Tip: If you haven't done a cost review in the last six months, now's the time. Compare supplier prices or look at your gross margin trends.

3. Customer Impact

Tariffs might affect your customers, leading to changes in their buying behavior, such as smaller orders or longer payment terms.

Action Steps:

  • Talk to your top clients: Understand their challenges and how they are being affected.

  • Use insights: Adjust your offerings and support customers proactively.

Tip: This month, check in with your top 5-10 customers through a short email or phone call to uncover valuable information and strengthen relationships.

4. Supplier Relationships

Suppliers may face tariff-related pressures, causing price hikes, product shortages, or slower delivery times.

Action Steps:

Check your top suppliers: Understand where they source from and if it could create issues for you.

Develop a backup plan: Prepare for supplier issues by having alternatives.

Tip: Contact key suppliers now and ask if they expect any disruptions or price changes in the next 3-6 months.

5. Global Impact

Global supply chains might be redrawn due to US tariffs on other countries, potentially affecting the availability and cost of products.

Action Steps:

  • Assess stock and equipment: Identify items that are hard to replace quickly.

  • Consider investing now: If planning to invest in equipment, do it before prices rise further.

Tip: If you rely on imported goods, speak to your supplier about forward ordering or locking in current prices.

6. Potential UK Response

The UK might introduce retaliatory tariffs, affecting prices and trade relationships.
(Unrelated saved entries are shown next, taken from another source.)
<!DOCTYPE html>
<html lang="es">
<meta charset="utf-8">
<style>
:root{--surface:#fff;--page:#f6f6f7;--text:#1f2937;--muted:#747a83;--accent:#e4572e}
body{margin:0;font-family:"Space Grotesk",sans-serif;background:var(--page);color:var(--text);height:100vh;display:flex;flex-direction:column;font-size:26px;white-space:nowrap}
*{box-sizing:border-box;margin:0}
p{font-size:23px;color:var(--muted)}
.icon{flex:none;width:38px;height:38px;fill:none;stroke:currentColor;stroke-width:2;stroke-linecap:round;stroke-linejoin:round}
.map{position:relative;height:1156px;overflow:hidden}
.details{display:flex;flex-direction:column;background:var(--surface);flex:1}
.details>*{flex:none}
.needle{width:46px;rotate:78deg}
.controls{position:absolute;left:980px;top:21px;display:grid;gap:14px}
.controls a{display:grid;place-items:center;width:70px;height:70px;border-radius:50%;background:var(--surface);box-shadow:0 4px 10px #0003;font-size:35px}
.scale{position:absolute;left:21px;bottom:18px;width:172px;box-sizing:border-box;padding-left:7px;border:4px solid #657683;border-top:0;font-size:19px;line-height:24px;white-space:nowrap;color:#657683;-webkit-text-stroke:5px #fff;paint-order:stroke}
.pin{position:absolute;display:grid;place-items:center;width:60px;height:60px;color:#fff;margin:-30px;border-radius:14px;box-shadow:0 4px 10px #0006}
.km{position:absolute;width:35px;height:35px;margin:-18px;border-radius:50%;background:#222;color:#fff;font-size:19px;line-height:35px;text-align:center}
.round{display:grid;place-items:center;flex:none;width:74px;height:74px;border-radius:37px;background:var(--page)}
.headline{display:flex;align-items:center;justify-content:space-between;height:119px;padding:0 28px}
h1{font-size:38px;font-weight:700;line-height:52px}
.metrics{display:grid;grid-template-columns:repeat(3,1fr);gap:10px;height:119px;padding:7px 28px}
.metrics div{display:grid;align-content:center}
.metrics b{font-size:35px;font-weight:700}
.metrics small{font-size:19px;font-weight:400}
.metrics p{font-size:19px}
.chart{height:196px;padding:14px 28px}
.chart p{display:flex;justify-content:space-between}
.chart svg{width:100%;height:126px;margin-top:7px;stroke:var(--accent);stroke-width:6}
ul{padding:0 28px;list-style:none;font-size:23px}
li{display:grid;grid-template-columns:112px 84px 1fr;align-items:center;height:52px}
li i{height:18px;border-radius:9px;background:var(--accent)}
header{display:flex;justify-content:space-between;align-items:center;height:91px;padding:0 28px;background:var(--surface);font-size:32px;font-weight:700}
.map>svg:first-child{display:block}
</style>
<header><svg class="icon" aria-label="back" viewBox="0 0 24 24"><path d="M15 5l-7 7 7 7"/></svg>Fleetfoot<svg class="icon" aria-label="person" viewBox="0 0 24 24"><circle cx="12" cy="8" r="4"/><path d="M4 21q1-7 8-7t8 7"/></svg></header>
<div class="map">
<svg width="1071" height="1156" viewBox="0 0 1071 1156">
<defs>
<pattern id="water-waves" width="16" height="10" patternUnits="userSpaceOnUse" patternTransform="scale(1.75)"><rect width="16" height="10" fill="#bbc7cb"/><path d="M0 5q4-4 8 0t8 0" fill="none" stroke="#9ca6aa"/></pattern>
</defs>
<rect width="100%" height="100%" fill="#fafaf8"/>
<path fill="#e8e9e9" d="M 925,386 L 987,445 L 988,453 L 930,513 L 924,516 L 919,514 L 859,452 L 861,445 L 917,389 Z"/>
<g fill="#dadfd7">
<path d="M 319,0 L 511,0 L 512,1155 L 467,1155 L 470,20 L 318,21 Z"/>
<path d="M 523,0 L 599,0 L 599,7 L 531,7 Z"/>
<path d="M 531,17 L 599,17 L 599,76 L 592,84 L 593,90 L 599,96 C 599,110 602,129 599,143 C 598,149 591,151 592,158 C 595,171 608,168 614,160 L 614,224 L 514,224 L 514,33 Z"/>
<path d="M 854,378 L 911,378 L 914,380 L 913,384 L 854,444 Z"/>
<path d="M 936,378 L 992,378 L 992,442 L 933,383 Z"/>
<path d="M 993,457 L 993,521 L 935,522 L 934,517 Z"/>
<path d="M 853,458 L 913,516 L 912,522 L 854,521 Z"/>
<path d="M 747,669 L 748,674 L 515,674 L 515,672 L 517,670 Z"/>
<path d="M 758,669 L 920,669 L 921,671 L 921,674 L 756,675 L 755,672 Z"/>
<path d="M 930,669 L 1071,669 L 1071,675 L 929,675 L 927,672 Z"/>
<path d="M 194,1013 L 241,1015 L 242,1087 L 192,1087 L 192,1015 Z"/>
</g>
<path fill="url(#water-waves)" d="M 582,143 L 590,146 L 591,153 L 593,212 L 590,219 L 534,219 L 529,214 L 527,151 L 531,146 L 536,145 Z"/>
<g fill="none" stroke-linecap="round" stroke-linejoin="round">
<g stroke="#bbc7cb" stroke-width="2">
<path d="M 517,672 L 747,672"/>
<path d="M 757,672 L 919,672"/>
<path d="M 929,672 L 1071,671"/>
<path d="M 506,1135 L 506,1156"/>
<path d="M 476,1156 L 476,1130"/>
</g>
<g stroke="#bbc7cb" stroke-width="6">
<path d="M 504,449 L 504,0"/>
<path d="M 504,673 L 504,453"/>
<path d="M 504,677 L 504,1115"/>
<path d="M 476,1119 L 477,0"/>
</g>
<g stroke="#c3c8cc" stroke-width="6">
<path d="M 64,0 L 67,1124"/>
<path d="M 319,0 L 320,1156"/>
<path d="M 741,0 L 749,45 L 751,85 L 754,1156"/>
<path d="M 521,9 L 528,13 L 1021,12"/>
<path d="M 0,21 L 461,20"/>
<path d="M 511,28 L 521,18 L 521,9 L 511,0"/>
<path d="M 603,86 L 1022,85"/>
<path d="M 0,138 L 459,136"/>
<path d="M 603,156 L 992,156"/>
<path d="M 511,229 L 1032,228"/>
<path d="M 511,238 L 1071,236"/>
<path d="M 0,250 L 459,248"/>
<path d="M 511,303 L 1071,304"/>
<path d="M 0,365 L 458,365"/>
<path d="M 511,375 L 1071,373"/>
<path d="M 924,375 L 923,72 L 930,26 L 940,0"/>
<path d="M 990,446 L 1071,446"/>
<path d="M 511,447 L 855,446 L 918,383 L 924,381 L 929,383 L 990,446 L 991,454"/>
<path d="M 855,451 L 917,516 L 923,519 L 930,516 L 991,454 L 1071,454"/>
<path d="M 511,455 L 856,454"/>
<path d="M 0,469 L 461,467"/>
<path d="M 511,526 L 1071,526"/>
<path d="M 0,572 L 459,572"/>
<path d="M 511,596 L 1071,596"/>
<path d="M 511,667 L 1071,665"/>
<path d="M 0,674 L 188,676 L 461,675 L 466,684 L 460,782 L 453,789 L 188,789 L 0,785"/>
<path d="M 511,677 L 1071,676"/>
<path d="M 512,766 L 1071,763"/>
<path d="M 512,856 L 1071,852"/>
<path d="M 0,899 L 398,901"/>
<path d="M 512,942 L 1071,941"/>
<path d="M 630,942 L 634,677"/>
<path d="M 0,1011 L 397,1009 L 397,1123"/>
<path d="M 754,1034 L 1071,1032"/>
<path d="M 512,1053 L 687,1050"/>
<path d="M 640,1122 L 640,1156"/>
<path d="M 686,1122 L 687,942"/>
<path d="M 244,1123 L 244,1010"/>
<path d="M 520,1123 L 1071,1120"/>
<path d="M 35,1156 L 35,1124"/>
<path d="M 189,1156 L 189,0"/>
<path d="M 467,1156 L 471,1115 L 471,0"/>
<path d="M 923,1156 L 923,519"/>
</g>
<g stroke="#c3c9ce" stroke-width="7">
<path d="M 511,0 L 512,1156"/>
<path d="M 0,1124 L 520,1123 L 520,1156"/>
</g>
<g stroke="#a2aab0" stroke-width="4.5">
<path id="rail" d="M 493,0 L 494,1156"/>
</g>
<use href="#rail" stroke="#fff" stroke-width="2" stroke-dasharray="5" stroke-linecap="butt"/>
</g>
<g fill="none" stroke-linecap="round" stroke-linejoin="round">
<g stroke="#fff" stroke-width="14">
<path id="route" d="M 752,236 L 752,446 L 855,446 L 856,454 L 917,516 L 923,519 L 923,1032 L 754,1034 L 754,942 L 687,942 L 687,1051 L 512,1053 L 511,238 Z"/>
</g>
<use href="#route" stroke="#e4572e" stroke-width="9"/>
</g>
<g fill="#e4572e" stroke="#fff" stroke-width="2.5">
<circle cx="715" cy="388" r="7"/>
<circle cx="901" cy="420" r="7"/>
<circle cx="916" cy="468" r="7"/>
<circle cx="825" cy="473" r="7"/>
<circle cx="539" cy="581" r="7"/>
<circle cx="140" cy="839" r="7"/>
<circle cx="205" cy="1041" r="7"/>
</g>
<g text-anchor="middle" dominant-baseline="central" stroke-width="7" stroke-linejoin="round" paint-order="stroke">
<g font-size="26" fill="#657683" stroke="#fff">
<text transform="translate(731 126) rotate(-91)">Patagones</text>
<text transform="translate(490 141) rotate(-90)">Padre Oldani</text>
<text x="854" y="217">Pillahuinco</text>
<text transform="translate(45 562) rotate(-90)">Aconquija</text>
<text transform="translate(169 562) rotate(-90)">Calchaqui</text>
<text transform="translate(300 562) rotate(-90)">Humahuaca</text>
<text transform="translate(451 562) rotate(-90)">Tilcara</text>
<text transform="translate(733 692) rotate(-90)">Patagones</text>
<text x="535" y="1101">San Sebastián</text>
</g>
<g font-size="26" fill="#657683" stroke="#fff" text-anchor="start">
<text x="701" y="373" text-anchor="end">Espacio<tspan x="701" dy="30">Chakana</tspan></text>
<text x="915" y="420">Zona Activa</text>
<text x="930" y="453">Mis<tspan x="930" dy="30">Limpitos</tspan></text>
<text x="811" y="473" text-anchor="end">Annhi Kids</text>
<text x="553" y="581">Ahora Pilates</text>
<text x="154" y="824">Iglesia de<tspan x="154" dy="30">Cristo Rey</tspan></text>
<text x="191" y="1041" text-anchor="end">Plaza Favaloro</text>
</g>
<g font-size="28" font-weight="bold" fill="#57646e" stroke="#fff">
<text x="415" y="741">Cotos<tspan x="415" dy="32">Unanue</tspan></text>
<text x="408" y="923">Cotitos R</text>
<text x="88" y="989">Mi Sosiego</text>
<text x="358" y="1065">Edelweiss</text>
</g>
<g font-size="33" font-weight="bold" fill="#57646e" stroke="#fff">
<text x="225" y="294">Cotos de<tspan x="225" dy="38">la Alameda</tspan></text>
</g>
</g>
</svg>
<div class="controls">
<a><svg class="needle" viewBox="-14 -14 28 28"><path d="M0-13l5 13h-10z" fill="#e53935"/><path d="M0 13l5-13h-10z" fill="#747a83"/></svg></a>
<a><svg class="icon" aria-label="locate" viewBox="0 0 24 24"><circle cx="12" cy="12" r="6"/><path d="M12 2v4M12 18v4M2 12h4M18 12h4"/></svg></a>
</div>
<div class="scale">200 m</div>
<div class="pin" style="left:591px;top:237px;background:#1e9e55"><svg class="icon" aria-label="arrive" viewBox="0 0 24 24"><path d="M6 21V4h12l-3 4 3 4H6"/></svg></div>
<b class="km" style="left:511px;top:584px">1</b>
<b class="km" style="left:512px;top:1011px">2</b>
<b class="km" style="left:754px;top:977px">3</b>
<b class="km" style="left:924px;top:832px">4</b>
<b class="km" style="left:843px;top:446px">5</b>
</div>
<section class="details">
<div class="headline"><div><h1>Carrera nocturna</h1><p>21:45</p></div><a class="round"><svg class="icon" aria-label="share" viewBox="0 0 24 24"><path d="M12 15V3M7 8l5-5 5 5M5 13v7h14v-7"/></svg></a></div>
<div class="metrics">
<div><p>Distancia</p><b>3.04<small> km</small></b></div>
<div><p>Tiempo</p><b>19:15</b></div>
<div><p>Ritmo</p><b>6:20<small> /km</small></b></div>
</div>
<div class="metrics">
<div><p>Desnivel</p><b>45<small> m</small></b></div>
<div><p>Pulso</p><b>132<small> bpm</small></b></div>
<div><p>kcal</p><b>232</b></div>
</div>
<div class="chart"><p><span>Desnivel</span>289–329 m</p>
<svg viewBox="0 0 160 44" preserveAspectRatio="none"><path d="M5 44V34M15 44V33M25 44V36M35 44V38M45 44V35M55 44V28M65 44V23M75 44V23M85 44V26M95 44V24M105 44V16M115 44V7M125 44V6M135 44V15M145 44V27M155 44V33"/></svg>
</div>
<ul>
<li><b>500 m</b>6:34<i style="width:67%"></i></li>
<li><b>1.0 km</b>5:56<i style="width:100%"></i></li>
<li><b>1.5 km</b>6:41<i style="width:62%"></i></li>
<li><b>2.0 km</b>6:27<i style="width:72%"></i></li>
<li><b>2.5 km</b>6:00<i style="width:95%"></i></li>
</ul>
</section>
This could create new opportunities or challenges.

Action Steps:

  • Be cautious with contracts: Avoid long-term supplier contracts if there's a risk of tariff-related changes.

  • Look for local suppliers: They may become more competitive if tariffs rise.

  • Explore new markets: Check if competitors are stepping back from markets you could enter.

  • Promote UK-made products: Use changing conditions to highlight locally made or tariff-free products.

Tip: Act quickly to spot growth opportunities others might miss. Stay informed and curious.

7. Focus on Control

Uncertainty can make your business feel vulnerable, but proactive steps can help you manage the impact.

Action Steps:

  • Review your monthly Profit & Loss reports: Regularly check your financials to spot trends early.

  • Maintain communication: Keep in touch with customers and suppliers to avoid surprises.

  • Assess exposure: Identify areas where your business is most vulnerable, such as pricing, sourcing, or demand.

Tip: Revisit the basics during uncertain times. Track spending, earnings, and how long you can sustain if things get tight. Simple tracking can provide clarity and confidence.


At the best of times, these are vital steps to protect your business and provide resiliency.